General, NXIVM

Plaintiff Allison Rood: ‘No One Tried to F–k Me’ in NXIVM Sex Cult

·
by
Frank Parlato
Frank Parlato

Allison Rood of California is a comedian and actor. She is also a plaintiff in the NXIVM lawsuit.

Rood was a student at the Los Angeles NXIVM center for about three years, dropping out in 2017 when Frank Report broke the news that a sorority known as DOS, connected with NXIVM, was branding slaves and taking collateral.

Rood was not in DOS.

Alison Rood at a comedy workshop refers to NXIVM.

On July 13, 2017, a video published on YouTube showed Rood onstage at a Greg Dean Standup Comedy workshop.

She refers to her time with NXIVM.

In the video, Rood says, “I was in a personal growth program for three years, and I just found out that it’s a sex cult…  a sex cult… I don’t know which is worse, the fact that I didn’t know I was in a sex cult, or for three years no one tried to fuck me… Terrible… but I’m glad I know now that, first of all, growth does not come from a sex cult; it comes from social media.”


NXIVM Harm

Rood’s complaint in the lawsuit is that she was “emotionally and financially harmed.”

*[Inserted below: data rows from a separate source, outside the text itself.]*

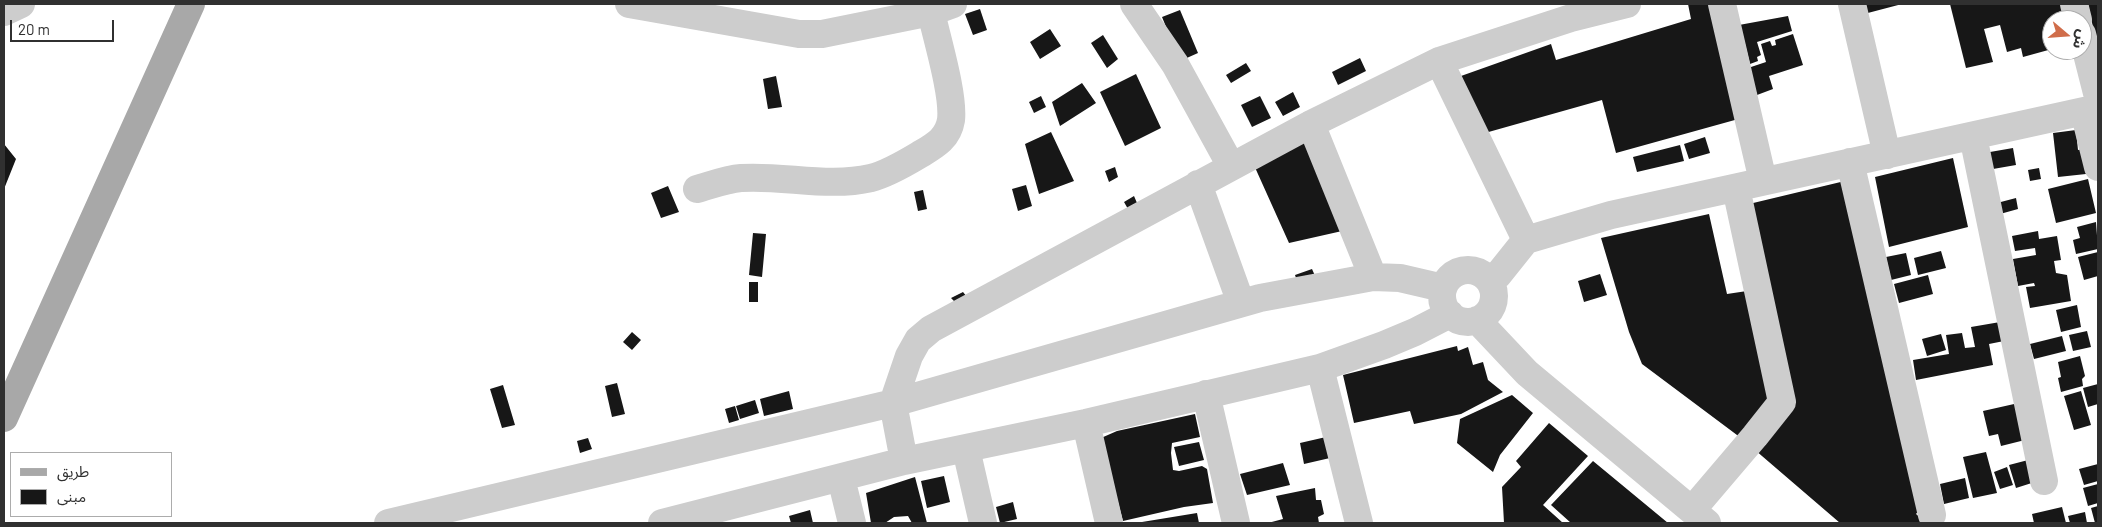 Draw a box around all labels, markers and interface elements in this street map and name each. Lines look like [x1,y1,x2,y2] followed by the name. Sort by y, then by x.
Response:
[12,10,116,42] scale bar
[2042,10,2092,60] north arrow
[18,20,50,38] text: 20 m
[2070,28,2092,51] text: ش
[10,452,172,517] legend
[57,462,89,480] text: طريق
[57,487,86,505] text: مبنى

She alleges she was told that NXIVM courses would “lead to a successful career and self-fulfillment.”

NXIVM emotionally and financially harmed Alison Rood, the lawsuit alleges.

Rood later found that the courses were based on “a pseudoscientific hodgepodge of psychotherapeutic methods which, when practiced by unlicensed and unqualified lay-people, subjected its participants to an unreasonable risk of serious psychological injury and emotional distress.”

Rood also alleges she “performed uncompensated labor, working for many hours without compensation for the benefit of the Defendants.”

Clare and Sara Bronfman supported Keith Raniere and enabled him to expand and grow his NXIVM empire.

The main defendants are sisters Sara and Clare Bronfman, who have an estimated $500 million.

Additional defendants are the imprisoned Keith Raniere, his top assistant Nancy Salzman, some of his harem – Allison Mack, Nicki Clyne, Lauren Salzman, Kathy Russell, and Karen Unterreiner, and two de-licensed physicians, Danielle Roberts and Brandon Porter. One did the branding, and the other did experiments dubbed “human fright, ” which he called “emotions study.”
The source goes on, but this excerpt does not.